We had set a goal that we would catch a limit - we had catch limits in Pennsylvania – that we would catch a limit of bass, and a limit of trout, in the same day. This was our huge goal for the day.
So getting up about four in the morning, we went out before sunrise and we were on the stream just as the sun was coming up, and it was a great day of fishing.
We went for the bass first, and we, by noon, had each “limited out.” We were filled with bass and filled with satisfaction.
So we used the noontime, the heat, the high sun time, to travel. So we went over there to this Potato Creek. Well, we went down through the stream, and he very quickly, within an hour, had his limit of trout.

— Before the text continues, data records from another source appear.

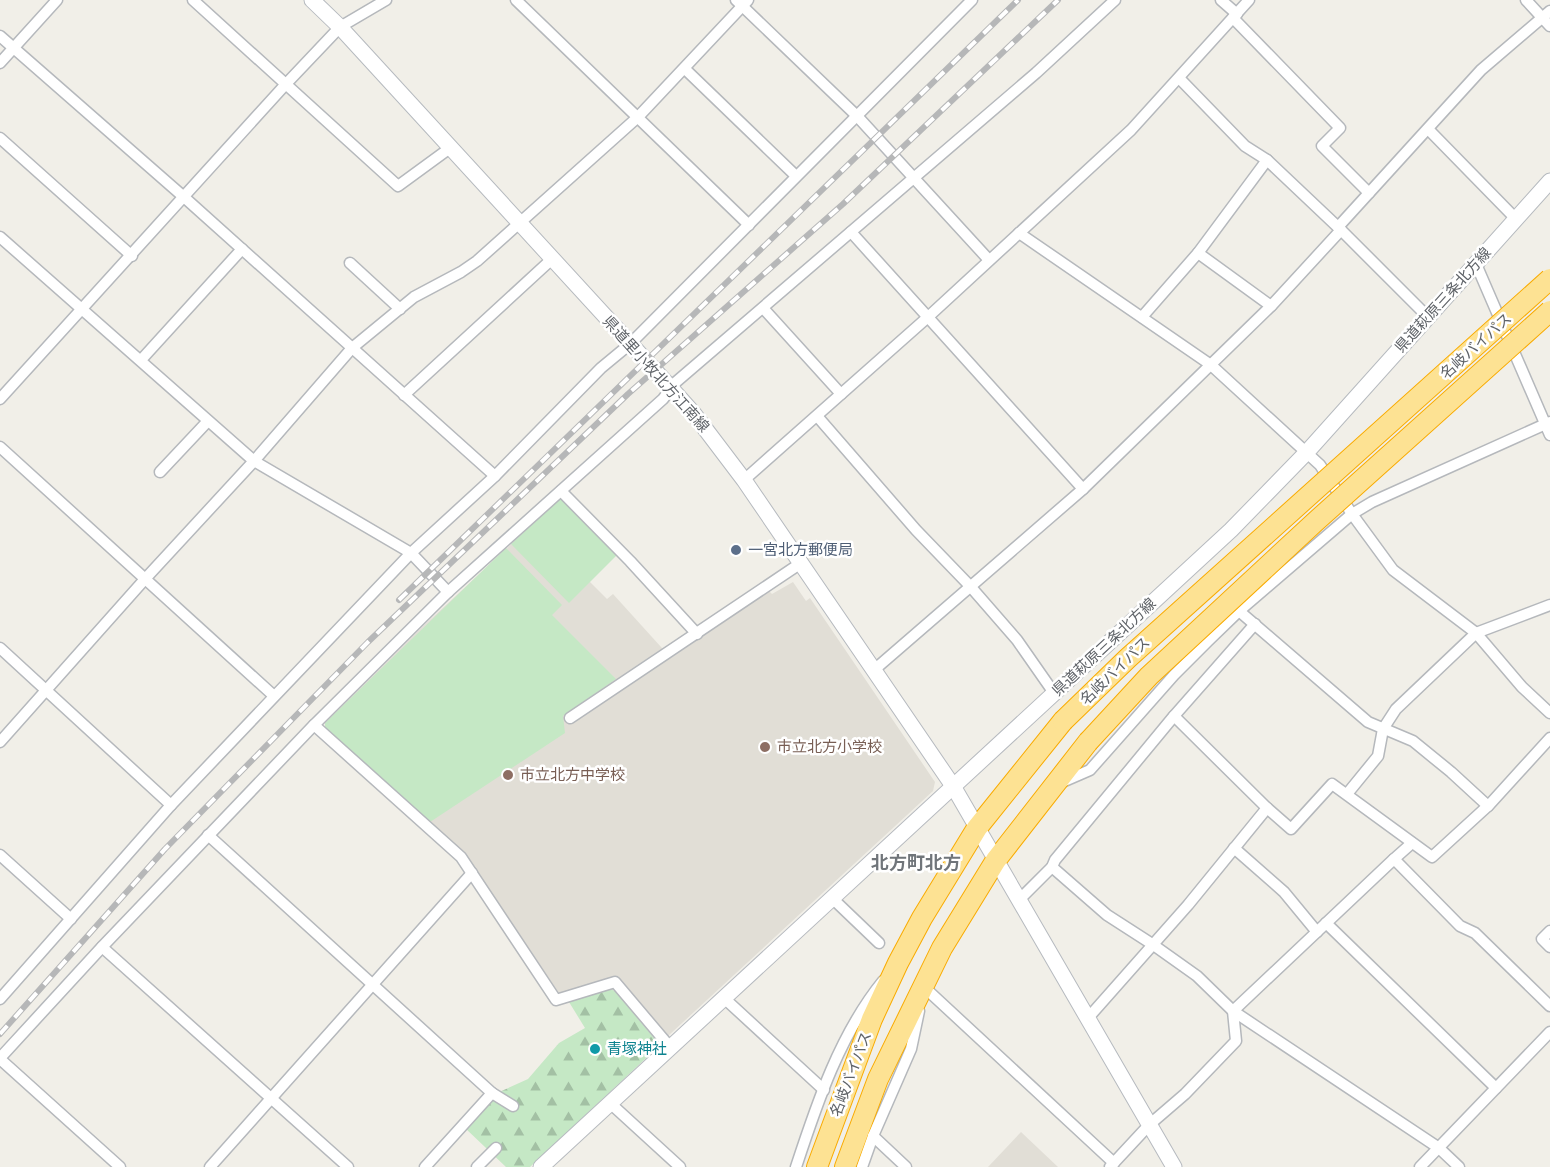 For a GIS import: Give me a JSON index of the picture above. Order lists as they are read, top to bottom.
{
  "streets": {
    "highway": ["名岐バイパス"],
    "main road": ["県道萩原三条北方線", "県道里小牧北方江南線"]
  },
  "crossings": [
    ["県道萩原三条北方線", "県道里小牧北方江南線"]
  ],
  "districts": ["北方町北方"],
  "places": [
    "一宮北方郵便局",
    "市立北方小学校",
    "市立北方中学校",
    "青塚神社"
  ]
} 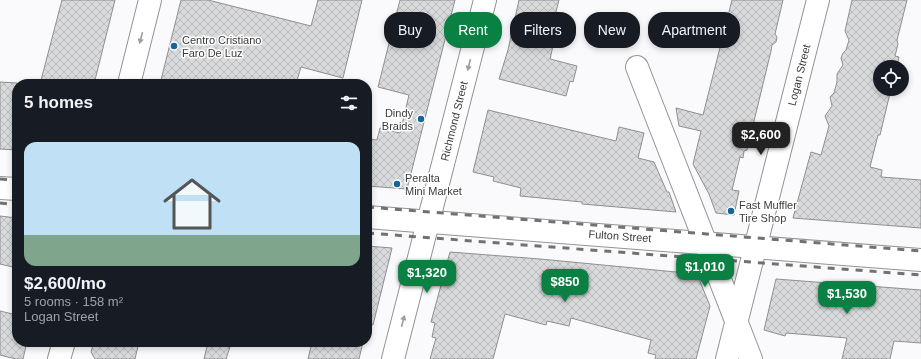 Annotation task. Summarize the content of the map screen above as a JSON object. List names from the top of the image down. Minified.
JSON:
{"streets":{"street":["Logan Street","Richmond Street","Fulton Street"]},"crossings":[["Logan Street","Fulton Street"],["Richmond Street","Fulton Street"]],"places":["Centro Cristiano Faro De Luz","Dindy Braids","Peralta Mini Market","Fast Muffler Tire Shop"],"page":{"chip":["Buy","Rent","Filters","New","Apartment"],"heading":"5 homes","price":["$2,600","$1,010","$1,320","$850","$1,530"],"list":[{"name":"$2,600/mo","note":"5 rooms · 158 m² · Logan Street"}]}} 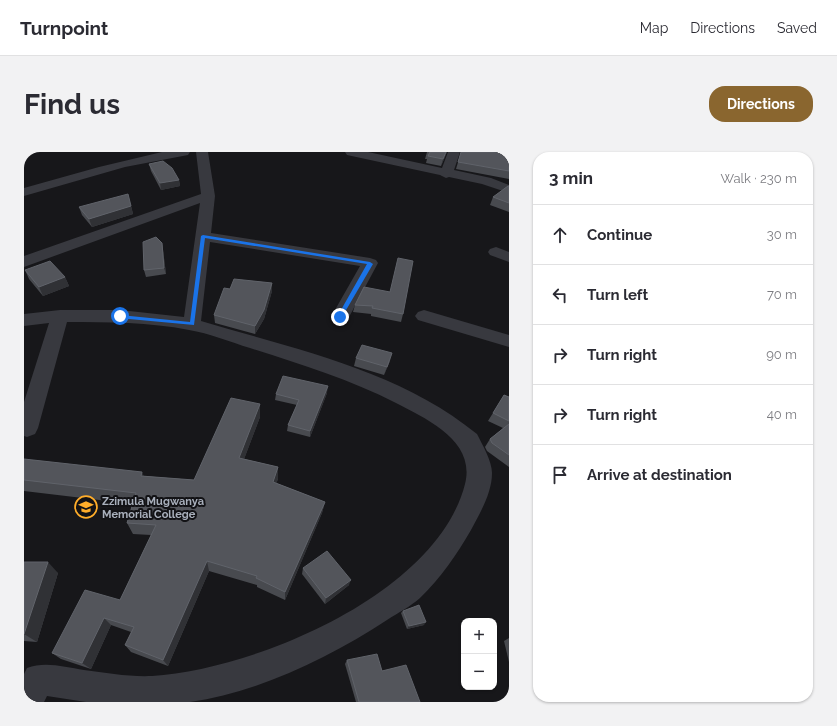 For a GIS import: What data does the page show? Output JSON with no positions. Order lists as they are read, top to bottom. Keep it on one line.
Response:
{"places":{"school or university":["Zzimula Mugwanya Memorial College"]},"page":{"header":"Turnpoint","nav":["Map","Directions","Saved"],"buttons":"Directions","title":"Find us","heading":["3 min","Walk · 230 m"],"list":[["Continue","30 m"],["Turn left","70 m"],["Turn right","90 m"],["Turn right","40 m"],"Arrive at destination"],"map_buttons":["+","−"]}}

But I was new to it, and 12 years old. It was a little more difficult for me. And each ripple and each pool and each shaded place, havens for trout, became a challenge to me as I would put the fly in the weeds or I would put the fly in the trees – anywhere but in the water. So it took quite some time, and it was nearly dusk by the time that I had finally got my last trout.
And we were satisfied. And we came home feeling very, very successful, very full of ourselves. We came in with all this fish – and my aunt was there.
I went on to clean up and wash up and so forth because that evening at 7:30 (we came in about 6) – at 7:30 there was going to be an old time revival with a tent and a sawdust trail, and this preacher was coming up there – and I start to wash up.
And as I was washing up I heard her really scolding him. And what it was about was this – that he had taught me greed. He had taught me to set a goal that was more fish than we were going to eat. And she was really scolding him.
Well immediately, having spent the day together fishing, I immediately wanted to rise to his defense. But from the tone of her voice, it was useless.
So I just very sheepishly came to the table, and we ate some of the trout, and then we headed off to this revival.
I sat in the revival and, don’t you know, this preacher began preaching about greed.
As a 12 year old boy I can remember sitting there feeling so convicted because I had been greedy all day. And even my aunt, who knew no sin, the perfect auntie of all time, had been lecturing my uncle, who was my hero of all time, on greed. And if he had greed a little bit, how much more greed could I have.
So I went forward. They gave the invitation to come forward and receive Jesus Christ. Confess your sin of greed. Receive Jesus Christ as your Lord and Savior. And I went forward, sawdust trail, wooden benches, a rough 2x6 wooden altar set up, knelt there in the sawdust. And I just wept, and wept, and wept and wept because I knew that I was a sinner and that I had to receive Jesus Christ as my Lord and Savior.
And so that’s the most significant thing that happened to me, at the age of 12.
I continue to fish, and I have taught both of my sons to fish. In fact, both of them are registered fishing guides. But as I brought them up and took them to the same streams in those same Pennsylvania hills, on the first day of trout season, every year I took them first to that corn field where that tent had been, and said, “Look. The most significant thing that will ever happen to you is when you give your life to Jesus Christ.
Then we’d fish.
So that’s a testimony of the greatest thing that ever happened to me.